Company E participated in the battles of Iuka, Miss., September 19, 1862. Corinth, Miss, October 3–4. Grant's Central Mississippi Campaign November 1862 to January 1863. Expedition to Yazoo Pass and operations against Fort Pemberton and Greenwood March 13-April 5, 1863. At Milliken's Bend, La.. until April 25. Movement on Bruinsburg and turning Grand Gulf April 25–30. Battles of Port Gibson May 1, Raymond May 12, Jackson May 14. Champion Hill May 16. Siege of Vicksburg, Miss., May 18-July 4. Surrender of Vicksburg July 4. Garrison duty at Vicksburg until September.

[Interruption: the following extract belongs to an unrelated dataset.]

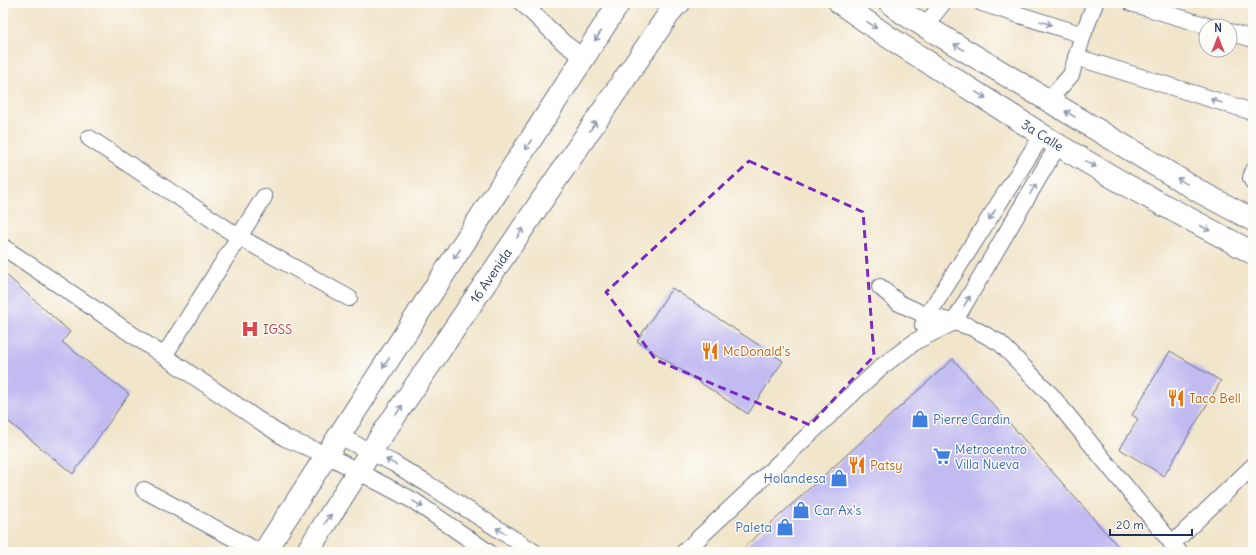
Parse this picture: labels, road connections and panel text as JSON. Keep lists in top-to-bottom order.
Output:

Movement to Helena, Ark.; Memphis, Tenn., and marched to Chattanooga, Tenn., September 12-November 22. Operations on Memphis & Charleston Railroad in Alabama October 20–29. Chattanooga-Ringgold Campaign November 23–27. Tunnel Hill November 23–24. Missionary Ridge November 25. At Bridgeport. Ala. until January 1864. Duty along Memphis & Charleston Railroad until June 1864. Moved to Kingston, Ga., June 15–20, then to Resaca July 2, and duty there until October. Defense of Resaca October 12. Company captured.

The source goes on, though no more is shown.